SUPPLIED MATERIAL Block Start

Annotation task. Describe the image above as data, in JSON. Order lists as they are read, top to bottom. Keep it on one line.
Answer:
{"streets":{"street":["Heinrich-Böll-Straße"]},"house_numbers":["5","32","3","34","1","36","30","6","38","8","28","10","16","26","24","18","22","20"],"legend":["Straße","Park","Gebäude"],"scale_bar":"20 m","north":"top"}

SUPPLIED MATERIAL Block End

With nothing added or left out, print the data again.

* [RESPONSE TO THE EXERCISE]
Annotation task. Describe the image above as data, in JSON. Order lists as they are read, top to bottom. Keep it on one line.
Answer:
{"streets":{"street":["Heinrich-Böll-Straße"]},"house_numbers":["5","32","3","34","1","36","30","6","38","8","28","10","16","26","24","18","22","20"],"legend":["Straße","Park","Gebäude"],"scale_bar":"20 m","north":"top"}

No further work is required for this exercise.